Carlos Alberto de Souza
Lupicínio Rodrigues* |
O Brasil reverencia a maravilhosa obra de Lupicínio
Rodrigues em meio às comemorações de cem anos de nascimento do compositor
gaúcho. Em Porto Alegre, entre outras atrações, o público aplaudiu "Lúpi, o musical - uma vida em estado de paixão" e "Vingança, o musical", encenado por um grupo de São
Paulo.
As homenagens extrapolaram os palcos e
também alcançaram as artes plásticas, com a Exposição de Arte Postal – As
Músicas do Lúpi. TVs e rádios locais e nacionais exibiram programas com nomes
de peso da MPB cantando as canções de Lupicínio.
Não faltaram elogios à qualidade da
obra do "boêmio", como ele mais gostava de ser tratado, em reportagens de
jornais, revistas e sites. Para simbolizar o que muitos disseram sobre Lúpi
pode-se recorrer a uma declaração do compositor e cantor João Bosco no musical O
amor deve ser sagrado, transmitido pela TVE, dentro da onda de
homenagens ao compositor: “Ele foi um gênio”.
Enfim, estes dias de preito parecem indicar
que o poeta nascido na Ilhota (antiga vila em Porto Alegre) conseguiu ser uma unanimidade “federal” - para
usar um termo da preferência dele quando queria referir-se a uma dor de
cotovelo daquelas que não passam jamais. Engana-se, porém, quem acredita no Lúpi
unânime.
Relendo o livro Chega de Saudade – A
história e as histórias da Bossa Nova (Companhia das Letras), do incensado
jornalista e escritor Ruy Castro, levo um choque à página 132, depois de o
autor contar como Roberto Menescal e Ronaldo Bôscoli se conheceram e como os
dois “moleques de praia” detestavam samba-canção, bolero e quase tudo da MPB
naquele ano de 1956.
Compreensível, tratando-se de dois jovens da zona sul
carioca ávidos por criar e inovar e sedentos por outra sonoridade. Castro
menciona o samba-canção Bar da noite e o bolero Suicídio, cujos
autores e intérpretes não são citados, como monumentos ao mau gosto.
O problema vem agora. Castro, no livro
escrito em 1990, diz que “aquilo ainda não era o pior”, pois “havia também as
horrendas letras de Lupicínio Rodrigues, como a de ‘Vingança’, com o seu ódio à
mulher”. E ele reproduz os seguintes versos de Vingança: “Enquanto
houver força em meu peito/Eu não quero mais nada/Só vingança, vingança,
vingança aos santos clamar/Ela há de rolar como as pedras que rolam na
estrada/Sem ter nunca um cantinho de seu/Pra poder descansar”.
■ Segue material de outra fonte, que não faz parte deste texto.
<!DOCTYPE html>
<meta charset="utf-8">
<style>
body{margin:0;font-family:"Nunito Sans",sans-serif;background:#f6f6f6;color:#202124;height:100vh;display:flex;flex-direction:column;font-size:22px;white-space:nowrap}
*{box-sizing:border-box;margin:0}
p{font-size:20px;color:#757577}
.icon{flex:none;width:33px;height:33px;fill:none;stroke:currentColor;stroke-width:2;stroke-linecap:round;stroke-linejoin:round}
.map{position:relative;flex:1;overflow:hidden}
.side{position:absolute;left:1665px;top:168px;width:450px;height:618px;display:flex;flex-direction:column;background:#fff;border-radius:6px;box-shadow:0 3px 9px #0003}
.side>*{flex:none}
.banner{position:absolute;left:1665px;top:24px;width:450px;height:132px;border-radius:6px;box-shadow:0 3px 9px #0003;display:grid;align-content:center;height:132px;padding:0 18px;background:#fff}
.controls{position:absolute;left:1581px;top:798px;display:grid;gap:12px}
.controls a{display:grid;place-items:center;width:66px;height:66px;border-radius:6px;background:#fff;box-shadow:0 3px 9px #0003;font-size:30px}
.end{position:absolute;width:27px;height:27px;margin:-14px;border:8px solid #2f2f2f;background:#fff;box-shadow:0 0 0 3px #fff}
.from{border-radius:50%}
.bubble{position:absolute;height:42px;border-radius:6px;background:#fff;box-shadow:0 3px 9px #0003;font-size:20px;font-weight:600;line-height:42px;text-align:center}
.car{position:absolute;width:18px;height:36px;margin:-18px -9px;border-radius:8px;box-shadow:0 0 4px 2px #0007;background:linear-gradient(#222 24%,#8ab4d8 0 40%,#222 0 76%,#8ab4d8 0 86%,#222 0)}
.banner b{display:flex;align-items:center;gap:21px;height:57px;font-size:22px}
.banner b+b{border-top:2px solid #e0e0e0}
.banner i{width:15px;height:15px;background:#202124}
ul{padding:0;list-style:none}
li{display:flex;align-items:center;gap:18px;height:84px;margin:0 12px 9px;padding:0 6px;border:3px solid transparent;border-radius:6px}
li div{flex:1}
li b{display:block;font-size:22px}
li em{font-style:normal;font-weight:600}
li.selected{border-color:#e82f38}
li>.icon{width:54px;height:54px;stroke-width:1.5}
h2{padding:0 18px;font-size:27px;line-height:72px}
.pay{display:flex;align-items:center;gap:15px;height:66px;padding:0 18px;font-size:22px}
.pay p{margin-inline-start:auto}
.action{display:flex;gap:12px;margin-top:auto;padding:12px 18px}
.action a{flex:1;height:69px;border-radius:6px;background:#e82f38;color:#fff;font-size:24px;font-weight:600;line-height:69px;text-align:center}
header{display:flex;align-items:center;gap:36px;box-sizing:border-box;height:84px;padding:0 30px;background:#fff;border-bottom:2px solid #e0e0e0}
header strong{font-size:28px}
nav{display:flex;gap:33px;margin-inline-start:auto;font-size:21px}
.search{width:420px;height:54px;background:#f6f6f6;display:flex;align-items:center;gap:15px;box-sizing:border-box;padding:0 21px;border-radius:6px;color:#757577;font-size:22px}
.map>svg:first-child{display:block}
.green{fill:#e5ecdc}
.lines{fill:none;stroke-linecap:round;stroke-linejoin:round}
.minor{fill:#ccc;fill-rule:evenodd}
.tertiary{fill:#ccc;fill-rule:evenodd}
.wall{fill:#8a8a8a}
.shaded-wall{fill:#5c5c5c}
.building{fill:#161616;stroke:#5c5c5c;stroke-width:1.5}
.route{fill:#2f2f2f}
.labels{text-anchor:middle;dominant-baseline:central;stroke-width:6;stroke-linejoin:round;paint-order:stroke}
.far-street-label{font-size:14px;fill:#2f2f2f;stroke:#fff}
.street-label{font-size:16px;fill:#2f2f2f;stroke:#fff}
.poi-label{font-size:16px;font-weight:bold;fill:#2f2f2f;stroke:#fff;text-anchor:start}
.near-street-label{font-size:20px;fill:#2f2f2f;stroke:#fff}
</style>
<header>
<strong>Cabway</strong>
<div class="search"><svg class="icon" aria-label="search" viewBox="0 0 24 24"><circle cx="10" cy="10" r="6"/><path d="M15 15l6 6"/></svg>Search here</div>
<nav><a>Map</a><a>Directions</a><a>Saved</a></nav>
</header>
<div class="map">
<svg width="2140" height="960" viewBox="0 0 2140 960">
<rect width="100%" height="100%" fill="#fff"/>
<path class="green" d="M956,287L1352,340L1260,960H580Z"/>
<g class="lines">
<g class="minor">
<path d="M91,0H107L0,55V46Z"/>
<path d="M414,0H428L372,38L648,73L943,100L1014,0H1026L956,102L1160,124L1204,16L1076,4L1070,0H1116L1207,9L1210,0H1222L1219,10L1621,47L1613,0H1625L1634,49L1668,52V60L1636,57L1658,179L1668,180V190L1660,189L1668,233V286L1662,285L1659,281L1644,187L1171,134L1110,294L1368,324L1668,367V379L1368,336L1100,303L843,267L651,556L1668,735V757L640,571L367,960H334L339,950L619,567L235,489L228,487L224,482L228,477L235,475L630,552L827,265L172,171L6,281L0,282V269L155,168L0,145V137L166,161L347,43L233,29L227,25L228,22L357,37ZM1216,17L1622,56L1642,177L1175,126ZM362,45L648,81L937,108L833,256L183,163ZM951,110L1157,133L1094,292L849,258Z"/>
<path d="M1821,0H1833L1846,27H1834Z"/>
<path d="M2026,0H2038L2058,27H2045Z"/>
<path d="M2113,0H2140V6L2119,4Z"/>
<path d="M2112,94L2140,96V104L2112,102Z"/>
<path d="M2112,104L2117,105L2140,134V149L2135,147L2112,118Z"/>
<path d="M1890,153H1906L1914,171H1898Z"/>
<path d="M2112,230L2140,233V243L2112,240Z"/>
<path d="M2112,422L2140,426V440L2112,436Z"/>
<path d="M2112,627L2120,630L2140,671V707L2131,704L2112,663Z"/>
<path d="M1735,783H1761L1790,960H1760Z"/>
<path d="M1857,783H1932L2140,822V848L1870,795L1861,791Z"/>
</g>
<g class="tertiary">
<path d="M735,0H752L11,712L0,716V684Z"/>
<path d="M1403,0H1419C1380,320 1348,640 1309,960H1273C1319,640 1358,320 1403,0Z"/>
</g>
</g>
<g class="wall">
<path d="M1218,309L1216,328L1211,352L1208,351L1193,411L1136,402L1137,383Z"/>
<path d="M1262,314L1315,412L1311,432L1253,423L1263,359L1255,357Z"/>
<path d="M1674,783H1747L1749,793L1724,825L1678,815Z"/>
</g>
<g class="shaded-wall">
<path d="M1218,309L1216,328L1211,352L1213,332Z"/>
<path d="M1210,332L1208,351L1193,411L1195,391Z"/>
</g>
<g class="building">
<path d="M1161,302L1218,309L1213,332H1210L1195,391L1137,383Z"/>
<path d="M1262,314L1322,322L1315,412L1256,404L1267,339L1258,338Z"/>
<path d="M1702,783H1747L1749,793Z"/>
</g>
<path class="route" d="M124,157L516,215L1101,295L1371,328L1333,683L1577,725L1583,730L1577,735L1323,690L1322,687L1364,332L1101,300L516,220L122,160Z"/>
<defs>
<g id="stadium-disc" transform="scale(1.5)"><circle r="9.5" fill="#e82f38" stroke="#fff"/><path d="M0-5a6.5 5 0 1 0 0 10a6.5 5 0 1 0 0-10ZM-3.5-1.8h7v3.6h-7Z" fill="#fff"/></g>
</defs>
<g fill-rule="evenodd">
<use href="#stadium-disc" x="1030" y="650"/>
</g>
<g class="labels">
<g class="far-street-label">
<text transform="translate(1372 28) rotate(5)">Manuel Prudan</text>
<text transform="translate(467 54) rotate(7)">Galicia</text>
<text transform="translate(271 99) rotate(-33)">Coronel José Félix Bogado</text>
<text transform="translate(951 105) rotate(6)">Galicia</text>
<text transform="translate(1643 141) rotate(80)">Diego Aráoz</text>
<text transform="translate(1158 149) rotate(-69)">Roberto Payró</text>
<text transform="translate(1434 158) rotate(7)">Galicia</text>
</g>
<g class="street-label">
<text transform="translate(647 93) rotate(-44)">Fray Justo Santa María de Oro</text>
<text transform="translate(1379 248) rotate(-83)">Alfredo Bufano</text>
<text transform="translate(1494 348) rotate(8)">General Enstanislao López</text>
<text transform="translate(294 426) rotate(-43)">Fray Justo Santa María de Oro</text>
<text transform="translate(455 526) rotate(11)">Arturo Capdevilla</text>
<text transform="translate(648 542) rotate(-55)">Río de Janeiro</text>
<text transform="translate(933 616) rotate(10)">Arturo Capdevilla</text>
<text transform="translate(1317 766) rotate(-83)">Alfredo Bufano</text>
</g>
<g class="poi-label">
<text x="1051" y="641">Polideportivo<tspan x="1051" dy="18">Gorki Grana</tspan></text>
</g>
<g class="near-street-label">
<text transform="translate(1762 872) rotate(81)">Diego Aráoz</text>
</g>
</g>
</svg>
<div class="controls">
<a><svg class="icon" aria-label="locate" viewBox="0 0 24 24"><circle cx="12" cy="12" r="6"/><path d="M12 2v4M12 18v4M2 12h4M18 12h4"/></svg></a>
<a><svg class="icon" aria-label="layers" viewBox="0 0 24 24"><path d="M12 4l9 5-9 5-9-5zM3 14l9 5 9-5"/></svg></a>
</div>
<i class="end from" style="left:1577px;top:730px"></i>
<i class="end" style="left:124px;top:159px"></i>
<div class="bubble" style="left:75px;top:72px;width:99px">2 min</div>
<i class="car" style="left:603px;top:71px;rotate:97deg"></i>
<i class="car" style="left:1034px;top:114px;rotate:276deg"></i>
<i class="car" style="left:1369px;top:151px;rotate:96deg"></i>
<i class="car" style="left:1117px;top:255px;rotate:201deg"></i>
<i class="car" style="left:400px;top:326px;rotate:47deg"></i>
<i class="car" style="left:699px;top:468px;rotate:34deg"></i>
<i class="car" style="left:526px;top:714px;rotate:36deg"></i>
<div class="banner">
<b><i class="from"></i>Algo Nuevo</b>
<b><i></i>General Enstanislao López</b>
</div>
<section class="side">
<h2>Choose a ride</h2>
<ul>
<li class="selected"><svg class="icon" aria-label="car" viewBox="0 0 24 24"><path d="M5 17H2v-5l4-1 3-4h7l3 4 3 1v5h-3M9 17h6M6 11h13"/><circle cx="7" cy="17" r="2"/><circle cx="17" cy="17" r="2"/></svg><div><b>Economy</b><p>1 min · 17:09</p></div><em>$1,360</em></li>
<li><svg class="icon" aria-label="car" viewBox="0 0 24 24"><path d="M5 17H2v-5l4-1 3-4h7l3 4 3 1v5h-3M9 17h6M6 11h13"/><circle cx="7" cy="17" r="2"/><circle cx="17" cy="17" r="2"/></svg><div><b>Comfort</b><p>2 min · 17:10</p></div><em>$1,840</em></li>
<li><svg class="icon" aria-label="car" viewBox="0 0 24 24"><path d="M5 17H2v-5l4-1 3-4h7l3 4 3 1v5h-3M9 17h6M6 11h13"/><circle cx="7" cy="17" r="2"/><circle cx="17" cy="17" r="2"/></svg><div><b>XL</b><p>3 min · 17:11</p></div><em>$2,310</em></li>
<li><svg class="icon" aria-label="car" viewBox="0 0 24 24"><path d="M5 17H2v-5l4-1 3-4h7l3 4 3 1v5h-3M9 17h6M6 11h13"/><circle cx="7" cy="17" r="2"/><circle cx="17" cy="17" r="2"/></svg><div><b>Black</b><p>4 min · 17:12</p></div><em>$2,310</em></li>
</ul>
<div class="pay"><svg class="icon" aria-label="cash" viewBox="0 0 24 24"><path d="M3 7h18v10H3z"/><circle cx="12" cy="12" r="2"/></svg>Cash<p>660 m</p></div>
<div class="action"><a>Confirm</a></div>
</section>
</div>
Para Castro - li pasmado -, Lupicínio
era dono de um “mau gosto de tango”.
Claro que o Castro não é obrigado a
gostar de Lúpi. Mas é estranho alguém entendido do riscado classificar de
“horrendos” versos consagrados como os citados por ele de uma das tantas
obras-primas de Lúpi. Acusar Lupicínio de odiar as mulheres é de uma
estupidez inacreditável.
Na minha modestíssima opinião, trata-se
de uma mancada federal de Castro, impressa em um bom livro de sua autoria.
Lê-la não me deu dor de cotovelo e sim um mal-estar, que tento afastar com essas
linhas.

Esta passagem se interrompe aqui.